Create a Tool Router session

# Create Tool Router session for Here
session = composio.create(
    user_id=os.getenv("COMPOSIO_USER_ID"),
    toolkits=['here']
)

url = session.mcp.url
What's happening:
  • We're creating a Tool Router session that gives your agent access to Here tools
  • The create method takes the user ID and specifies which toolkits should be available
  • The returned session.mcp.url is the MCP server URL that your agent will use
  • This approach allows the agent to dynamically load and use Here tools as needed

Configure the agent with the MCP URL

client = MultiServerMCPClient({
    "here-agent": {
        "transport": "streamable_http",
        "url": session.mcp.url,
        "headers": {
            "x-api-key": os.getenv("COMPOSIO_API_KEY")
        }
    }
})

tools = await client.get_tools()

agent = create_agent("gpt-5", tools)
What's happening:
  • We're creating a MultiServerMCPClient that connects to our Here MCP server via HTTP
  • The client is configured with a name and the URL from our Tool Router session
  • get_tools() retrieves all available Here tools that the agent can use
  • We're creating a LangChain agent using the GPT-5 model

Set up interactive chat interface

conversation_history = []

print("Chat started! Type 'exit' or 'quit' to end the conversation.\n")
print("Ask any Here related question or task to the agent.\n")

while True:
    user_input = input("You: ").strip()

    if user_input.lower() in ['exit', 'quit', 'bye']:
        print("\nGoodbye!")
        break

    if not user_input:
        continue

    conversation_history.append({"role": "user", "content": user_input})
    print("\nAgent is thinking...\n")

    response = await agent.ainvoke({"messages": conversation_history})
    conversation_history = response['messages']
    final_response = response['messages'][-1].content
    print(f"Agent: {final_response}\n")
What's happening:
  • We initialize an empty conversation_history list to maintain context across interactions
  • A while loop continuously accepts user input from the command line
  • When a user types a message, it's added to the conversation history and sent to the agent
  • The agent processes the request using the ainvoke() method with the full conversation history
  • Users can type 'exit', 'quit', or 'bye' to end the chat session gracefully

Run the application

if __name__ == "__main__":
    asyncio.run(main())
What's happening:
  • We call the main() function using asyncio.run() to start the application

Complete Code

Here's the complete code to get you started with Here and LangChain:

from langchain_mcp_adapters.client import MultiServerMCPClient
from langchain.agents import create_agent
from dotenv import load_dotenv
from composio import Composio
import asyncio
import os

load_dotenv()

async def main():
    composio = Composio(api_key=os.getenv("COMPOSIO_API_KEY"))
    
    if not os.getenv("COMPOSIO_API_KEY"):
        raise ValueError("COMPOSIO_API_KEY is not set")
    if not os.getenv("COMPOSIO_USER_ID"):
        raise ValueError("COMPOSIO_USER_ID is not set")
    
    session = composio.create(
        user_id=os.getenv("COMPOSIO_USER_ID"),
        toolkits=['here']
    )

    url = session.mcp.url
    
    client = MultiServerMCPClient({
        "here-agent": {
            "transport": "streamable_http",
            "url": url,
            "headers": {
                "x-api-key": os.getenv("COMPOSIO_API_KEY")
            }
        }
    })
    
    tools = await client.get_tools()
  
    agent = create_agent("gpt-5", tools)
    
    conversation_history = []
    
    print("Chat started!
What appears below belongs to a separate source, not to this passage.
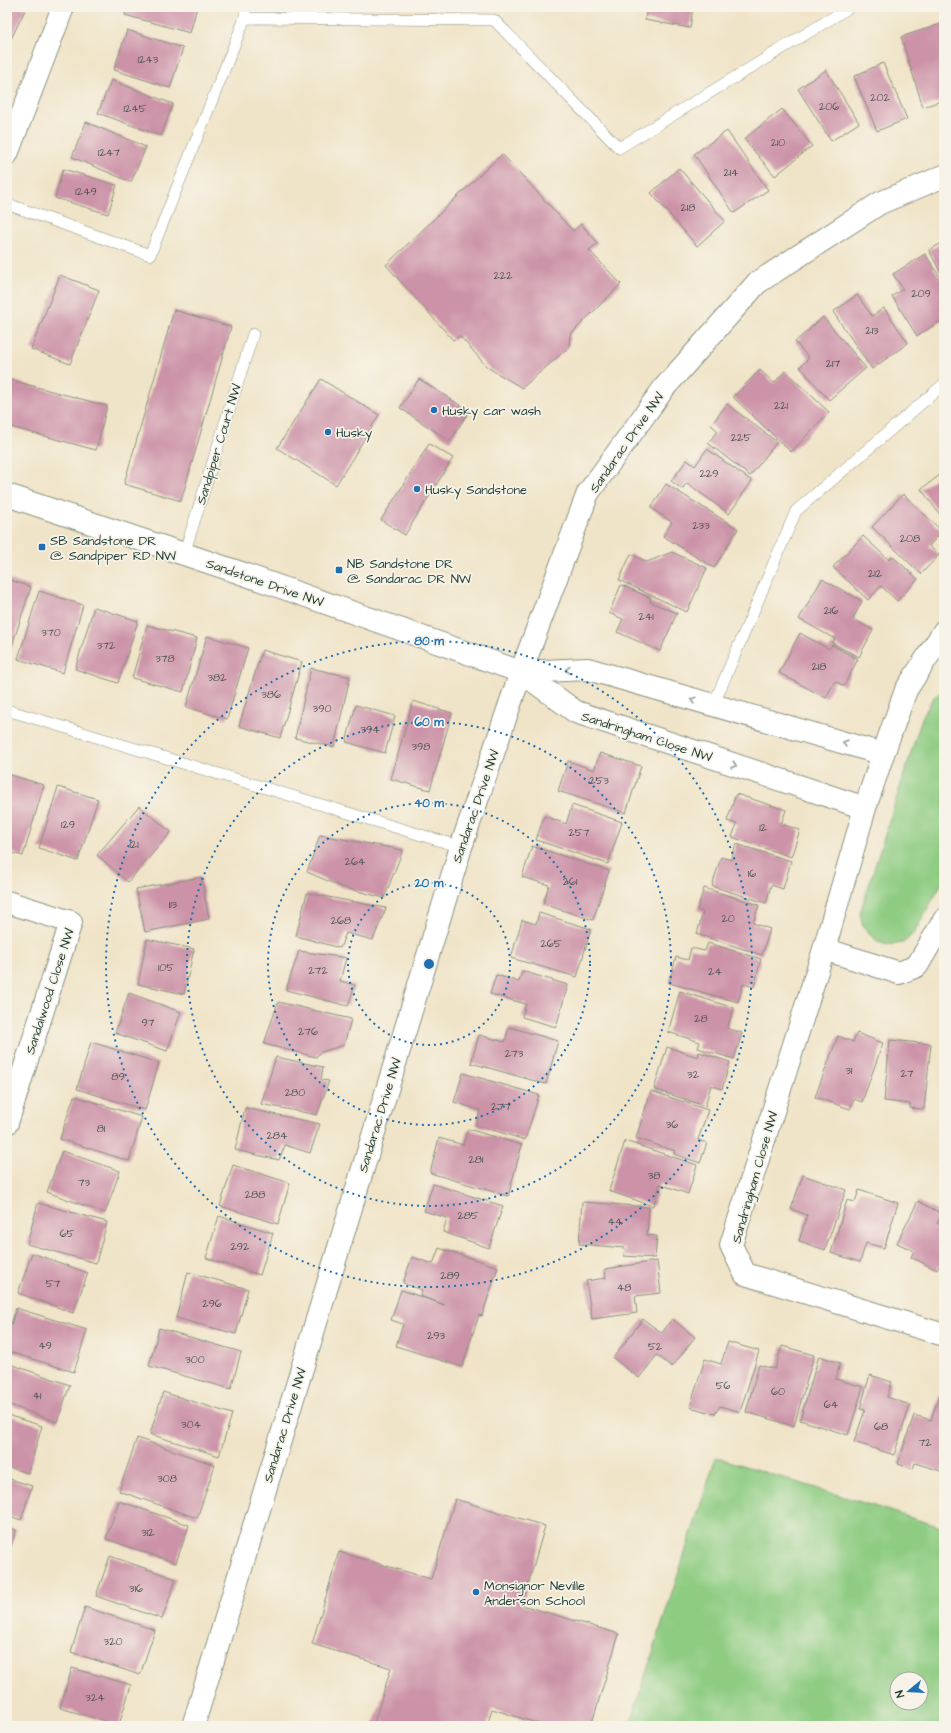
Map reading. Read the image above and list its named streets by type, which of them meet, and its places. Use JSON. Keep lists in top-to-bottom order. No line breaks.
{"streets":{"street":["Sandarac Drive NW","Sandstone Drive NW","Sandringham Close NW","Sandalwood Close NW"],"lane":["Sandpiper Court NW"]},"crossings":[["Sandarac Drive NW","Sandstone Drive NW"],["Sandarac Drive NW","Sandringham Close NW"],["Sandpiper Court NW","Sandstone Drive NW"],["Sandstone Drive NW","Sandringham Close NW"]],"places":{"other":["Husky car wash","Husky","Husky Sandstone","Monsignor Neville Anderson School"],"transit":["SB Sandstone DR @ Sandpiper RD NW","NB Sandstone DR @ Sandarac DR NW"]},"house_numbers":["1243","202","206","1245","210","1247","214","1249","218","222","209","213","217","221","225","229","233","208","212","216","241","370","372","378","218","382","386","390","394","398","253","129","12","257","121","264","16","261","113","20","268","265","105","272","24","28","97","276","273","31","27","32","89","280","277","36","81","284","281","38","73","288","285","44","65","292","289","57","48","296","293","49","52","300","56","60","41","64","304","68","72","308","312","316","320","324"],"north":"left","rings":["80 m","60 m","40 m","20 m"]}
Type 'exit' or 'quit' to end the conversation.\n")
    print("Ask any Here related question or task to the agent.\n")
    
    while True:
        user_input = input("You: ").strip()
        
        if user_input.lower() in ['exit', 'quit', 'bye']:
            print("\nGoodbye!")
            break
        
        if not user_input:
            continue
        
        conversation_history.append({"role": "user", "content": user_input})
        print("\nAgent is thinking...\n")
        
        response = await agent.ainvoke({"messages": conversation_history})
        conversation_history = response['messages']
        final_response = response['messages'][-1].content
        print(f"Agent: {final_response}\n")

if __name__ == "__main__":
    asyncio.run(main())

Conclusion

You've successfully built a LangChain agent that can interact with Here through Composio's Tool Router.

Key features of this implementation:

  • Dynamic tool loading through Composio's Tool Router
  • Conversation history maintenance for context-aware responses
  • Async Python provides clean, efficient execution of agent workflows
You can extend this further by adding error handling, implementing specific business logic, or integrating additional Composio toolkits to create multi-app workflows.

How to build Here MCP Agent with another framework

FAQ

What are the differences in Tool Router MCP and Here MCP?

With a standalone Here MCP server, the agents and LLMs can only access a fixed set of Here tools tied to that server. However, with the Composio Tool Router, agents can dynamically load tools from Here and many other apps based on the task at hand, all through a single MCP endpoint.

Can I use Tool Router MCP with LangChain?

Yes, you can. LangChain fully supports MCP integration. You get structured tool calling, message history handling, and model orchestration while Tool Router takes care of discovering and serving the right Here tools.

Can I manage the permissions and scopes for Here while using Tool Router?

Yes, absolutely. You can configure which Here scopes and actions are allowed when connecting your account to Composio. You can also bring your own OAuth credentials or API configuration so you keep full control over what the agent can do.

How safe is my data with Composio Tool Router?

All sensitive data such as tokens, keys, and configuration is fully encrypted at rest and in transit. Composio is SOC 2 Type 2 compliant and follows strict security practices so your Here data and credentials are handled as safely as possible.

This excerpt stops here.